• Action item
Every line containing the string "column" is to be copied from the records.

• Record extracts
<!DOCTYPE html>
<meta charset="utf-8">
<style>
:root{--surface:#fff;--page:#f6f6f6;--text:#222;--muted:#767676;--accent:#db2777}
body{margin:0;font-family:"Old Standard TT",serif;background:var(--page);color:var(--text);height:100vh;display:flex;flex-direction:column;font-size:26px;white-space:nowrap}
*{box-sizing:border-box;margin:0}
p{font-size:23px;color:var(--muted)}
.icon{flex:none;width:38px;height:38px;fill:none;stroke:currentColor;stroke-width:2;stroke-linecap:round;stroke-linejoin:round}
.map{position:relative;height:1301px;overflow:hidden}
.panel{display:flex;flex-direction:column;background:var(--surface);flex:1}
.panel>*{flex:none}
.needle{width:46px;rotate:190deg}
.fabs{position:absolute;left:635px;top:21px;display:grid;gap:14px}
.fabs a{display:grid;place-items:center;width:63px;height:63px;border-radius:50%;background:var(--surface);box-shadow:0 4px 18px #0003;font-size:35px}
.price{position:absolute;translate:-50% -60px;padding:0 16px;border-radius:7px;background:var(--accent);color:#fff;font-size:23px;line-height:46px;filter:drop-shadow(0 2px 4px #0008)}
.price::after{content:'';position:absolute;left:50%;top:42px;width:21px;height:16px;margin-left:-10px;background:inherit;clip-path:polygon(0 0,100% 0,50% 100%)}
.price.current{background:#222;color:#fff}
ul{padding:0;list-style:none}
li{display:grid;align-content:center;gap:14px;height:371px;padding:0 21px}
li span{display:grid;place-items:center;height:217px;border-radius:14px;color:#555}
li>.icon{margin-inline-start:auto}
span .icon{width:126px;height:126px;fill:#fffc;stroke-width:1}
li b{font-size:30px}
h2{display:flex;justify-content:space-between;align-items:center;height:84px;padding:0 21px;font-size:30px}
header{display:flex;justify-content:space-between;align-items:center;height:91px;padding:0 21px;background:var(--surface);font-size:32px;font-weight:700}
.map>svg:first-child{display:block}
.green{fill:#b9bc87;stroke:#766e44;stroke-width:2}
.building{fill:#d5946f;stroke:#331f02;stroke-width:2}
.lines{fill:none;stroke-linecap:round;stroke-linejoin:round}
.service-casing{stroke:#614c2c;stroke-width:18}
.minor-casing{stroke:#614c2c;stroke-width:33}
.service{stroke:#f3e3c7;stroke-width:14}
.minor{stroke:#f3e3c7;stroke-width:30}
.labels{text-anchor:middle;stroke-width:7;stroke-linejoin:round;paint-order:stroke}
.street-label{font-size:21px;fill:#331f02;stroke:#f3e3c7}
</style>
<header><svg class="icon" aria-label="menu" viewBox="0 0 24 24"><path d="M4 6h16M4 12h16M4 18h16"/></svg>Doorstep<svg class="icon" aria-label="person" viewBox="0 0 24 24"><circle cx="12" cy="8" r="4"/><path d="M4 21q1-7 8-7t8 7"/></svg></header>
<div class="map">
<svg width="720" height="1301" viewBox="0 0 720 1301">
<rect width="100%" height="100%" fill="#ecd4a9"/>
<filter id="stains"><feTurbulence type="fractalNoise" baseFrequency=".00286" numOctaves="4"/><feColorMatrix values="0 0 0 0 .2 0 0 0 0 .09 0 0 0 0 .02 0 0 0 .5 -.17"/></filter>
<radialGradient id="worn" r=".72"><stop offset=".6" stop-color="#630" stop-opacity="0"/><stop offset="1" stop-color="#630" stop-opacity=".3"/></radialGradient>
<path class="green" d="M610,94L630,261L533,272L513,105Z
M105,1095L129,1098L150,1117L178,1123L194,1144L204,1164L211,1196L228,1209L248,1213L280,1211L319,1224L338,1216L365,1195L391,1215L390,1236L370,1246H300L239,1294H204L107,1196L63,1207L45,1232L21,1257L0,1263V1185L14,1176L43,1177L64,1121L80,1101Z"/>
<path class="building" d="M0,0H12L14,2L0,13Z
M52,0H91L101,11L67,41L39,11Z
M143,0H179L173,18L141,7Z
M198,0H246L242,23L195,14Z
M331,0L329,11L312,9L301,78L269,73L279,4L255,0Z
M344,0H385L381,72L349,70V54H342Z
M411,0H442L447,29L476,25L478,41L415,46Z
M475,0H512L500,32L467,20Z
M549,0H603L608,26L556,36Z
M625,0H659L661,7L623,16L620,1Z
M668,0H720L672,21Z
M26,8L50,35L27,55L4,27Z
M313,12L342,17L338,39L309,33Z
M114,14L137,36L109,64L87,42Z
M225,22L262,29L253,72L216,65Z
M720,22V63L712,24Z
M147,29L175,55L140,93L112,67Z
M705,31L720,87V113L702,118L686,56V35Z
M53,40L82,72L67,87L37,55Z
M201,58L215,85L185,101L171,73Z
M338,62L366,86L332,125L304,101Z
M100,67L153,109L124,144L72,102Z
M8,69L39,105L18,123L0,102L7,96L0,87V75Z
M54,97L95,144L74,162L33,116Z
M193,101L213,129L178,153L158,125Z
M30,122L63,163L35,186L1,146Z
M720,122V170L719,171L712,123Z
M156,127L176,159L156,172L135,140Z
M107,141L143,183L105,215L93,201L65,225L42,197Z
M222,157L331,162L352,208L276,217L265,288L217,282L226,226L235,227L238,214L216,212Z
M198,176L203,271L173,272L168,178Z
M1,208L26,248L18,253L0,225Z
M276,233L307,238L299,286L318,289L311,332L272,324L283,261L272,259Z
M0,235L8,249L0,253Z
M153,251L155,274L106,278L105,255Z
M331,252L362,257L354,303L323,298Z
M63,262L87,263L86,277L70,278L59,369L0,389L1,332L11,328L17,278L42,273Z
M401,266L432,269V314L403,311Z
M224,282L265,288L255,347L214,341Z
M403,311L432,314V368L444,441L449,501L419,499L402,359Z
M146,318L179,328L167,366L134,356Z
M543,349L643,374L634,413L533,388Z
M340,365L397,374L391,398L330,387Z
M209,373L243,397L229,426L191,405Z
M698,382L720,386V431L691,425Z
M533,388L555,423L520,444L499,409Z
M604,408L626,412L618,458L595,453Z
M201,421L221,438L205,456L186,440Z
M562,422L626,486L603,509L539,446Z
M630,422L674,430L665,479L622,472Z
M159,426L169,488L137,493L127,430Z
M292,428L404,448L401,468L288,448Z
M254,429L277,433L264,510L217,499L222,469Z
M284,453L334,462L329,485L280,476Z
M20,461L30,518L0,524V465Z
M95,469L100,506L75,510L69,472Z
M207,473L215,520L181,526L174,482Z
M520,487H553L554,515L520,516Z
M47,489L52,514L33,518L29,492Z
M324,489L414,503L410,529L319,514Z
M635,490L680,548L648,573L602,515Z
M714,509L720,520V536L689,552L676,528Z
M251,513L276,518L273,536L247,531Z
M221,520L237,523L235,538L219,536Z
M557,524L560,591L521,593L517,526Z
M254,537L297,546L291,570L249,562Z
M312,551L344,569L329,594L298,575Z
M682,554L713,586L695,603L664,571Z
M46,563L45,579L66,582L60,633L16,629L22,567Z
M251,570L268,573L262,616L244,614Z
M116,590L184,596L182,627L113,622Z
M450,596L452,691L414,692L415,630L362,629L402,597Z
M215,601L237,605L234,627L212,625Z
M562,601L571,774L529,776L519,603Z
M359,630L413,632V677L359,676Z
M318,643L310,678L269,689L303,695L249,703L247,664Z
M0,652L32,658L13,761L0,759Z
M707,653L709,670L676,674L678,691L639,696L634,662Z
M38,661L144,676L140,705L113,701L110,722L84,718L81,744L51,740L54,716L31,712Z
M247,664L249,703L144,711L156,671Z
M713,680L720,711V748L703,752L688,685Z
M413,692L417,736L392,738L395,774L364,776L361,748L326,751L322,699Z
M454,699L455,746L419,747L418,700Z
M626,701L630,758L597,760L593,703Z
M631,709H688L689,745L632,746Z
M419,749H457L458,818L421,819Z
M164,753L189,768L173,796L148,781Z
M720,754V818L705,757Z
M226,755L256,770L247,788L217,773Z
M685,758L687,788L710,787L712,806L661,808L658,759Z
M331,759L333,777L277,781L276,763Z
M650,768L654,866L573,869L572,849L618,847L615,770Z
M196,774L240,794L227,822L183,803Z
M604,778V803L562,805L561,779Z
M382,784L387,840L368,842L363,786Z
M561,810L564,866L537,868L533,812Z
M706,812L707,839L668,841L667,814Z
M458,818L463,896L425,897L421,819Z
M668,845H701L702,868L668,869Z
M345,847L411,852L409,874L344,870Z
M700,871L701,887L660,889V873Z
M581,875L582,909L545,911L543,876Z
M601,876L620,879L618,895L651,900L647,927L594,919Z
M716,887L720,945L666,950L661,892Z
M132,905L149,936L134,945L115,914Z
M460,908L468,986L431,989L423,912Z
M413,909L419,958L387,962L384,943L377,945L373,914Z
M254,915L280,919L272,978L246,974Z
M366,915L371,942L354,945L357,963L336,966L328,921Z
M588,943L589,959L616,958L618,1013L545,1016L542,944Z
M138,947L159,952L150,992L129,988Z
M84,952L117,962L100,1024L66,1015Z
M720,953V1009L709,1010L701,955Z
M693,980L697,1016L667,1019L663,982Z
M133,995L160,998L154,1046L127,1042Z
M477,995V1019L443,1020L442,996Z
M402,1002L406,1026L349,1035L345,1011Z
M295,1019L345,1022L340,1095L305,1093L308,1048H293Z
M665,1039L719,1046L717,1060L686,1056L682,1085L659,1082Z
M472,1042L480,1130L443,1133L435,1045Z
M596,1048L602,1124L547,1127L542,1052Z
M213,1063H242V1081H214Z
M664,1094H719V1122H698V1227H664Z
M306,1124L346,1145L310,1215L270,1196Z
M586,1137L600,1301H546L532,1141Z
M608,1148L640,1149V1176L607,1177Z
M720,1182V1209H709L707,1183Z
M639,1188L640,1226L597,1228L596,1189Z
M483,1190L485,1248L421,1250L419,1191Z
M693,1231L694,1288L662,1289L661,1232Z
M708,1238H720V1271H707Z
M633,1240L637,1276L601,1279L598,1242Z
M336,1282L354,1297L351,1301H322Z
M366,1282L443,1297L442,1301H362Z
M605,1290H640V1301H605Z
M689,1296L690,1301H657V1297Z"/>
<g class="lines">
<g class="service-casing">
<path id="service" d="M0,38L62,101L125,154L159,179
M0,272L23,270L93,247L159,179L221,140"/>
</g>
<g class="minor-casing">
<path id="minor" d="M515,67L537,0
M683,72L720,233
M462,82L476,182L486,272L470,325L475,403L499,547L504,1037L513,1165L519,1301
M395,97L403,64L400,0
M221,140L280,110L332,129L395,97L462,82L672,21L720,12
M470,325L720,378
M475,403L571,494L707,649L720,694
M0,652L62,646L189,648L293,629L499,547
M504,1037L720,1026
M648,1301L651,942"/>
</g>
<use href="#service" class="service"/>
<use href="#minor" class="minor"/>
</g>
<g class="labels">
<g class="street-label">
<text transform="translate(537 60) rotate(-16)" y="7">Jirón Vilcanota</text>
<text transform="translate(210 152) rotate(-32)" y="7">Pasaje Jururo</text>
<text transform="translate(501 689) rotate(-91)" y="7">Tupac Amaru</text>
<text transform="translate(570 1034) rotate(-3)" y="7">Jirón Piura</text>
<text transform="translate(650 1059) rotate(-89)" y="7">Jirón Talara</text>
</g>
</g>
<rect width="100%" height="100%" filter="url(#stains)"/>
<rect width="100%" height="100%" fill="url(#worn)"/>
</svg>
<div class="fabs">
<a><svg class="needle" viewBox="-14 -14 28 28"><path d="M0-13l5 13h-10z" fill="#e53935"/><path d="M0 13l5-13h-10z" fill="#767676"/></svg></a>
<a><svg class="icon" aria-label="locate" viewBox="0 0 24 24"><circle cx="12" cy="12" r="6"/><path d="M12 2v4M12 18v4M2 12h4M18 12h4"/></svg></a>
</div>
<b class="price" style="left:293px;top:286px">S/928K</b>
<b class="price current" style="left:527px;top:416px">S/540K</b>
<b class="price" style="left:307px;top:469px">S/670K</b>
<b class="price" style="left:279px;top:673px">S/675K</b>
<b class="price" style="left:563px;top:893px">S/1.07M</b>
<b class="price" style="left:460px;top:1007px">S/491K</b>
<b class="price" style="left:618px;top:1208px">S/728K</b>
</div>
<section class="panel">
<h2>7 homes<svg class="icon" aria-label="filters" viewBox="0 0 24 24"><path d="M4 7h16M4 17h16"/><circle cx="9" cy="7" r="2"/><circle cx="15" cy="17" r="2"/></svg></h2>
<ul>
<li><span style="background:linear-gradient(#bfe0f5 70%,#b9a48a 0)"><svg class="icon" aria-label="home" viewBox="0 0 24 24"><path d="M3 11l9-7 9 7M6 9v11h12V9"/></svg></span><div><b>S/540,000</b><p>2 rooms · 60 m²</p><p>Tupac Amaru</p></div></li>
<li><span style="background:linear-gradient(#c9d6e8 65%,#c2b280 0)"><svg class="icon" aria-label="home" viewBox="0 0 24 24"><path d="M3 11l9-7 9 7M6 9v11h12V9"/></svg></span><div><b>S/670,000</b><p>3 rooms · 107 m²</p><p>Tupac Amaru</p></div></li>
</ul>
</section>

• Solved exercise
body{margin:0;font-family:"Old Standard TT",serif;background:var(--page);color:var(--text);height:100vh;display:flex;flex-direction:column;font-size:26px;white-space:nowrap}
.panel{display:flex;flex-direction:column;background:var(--surface);flex:1}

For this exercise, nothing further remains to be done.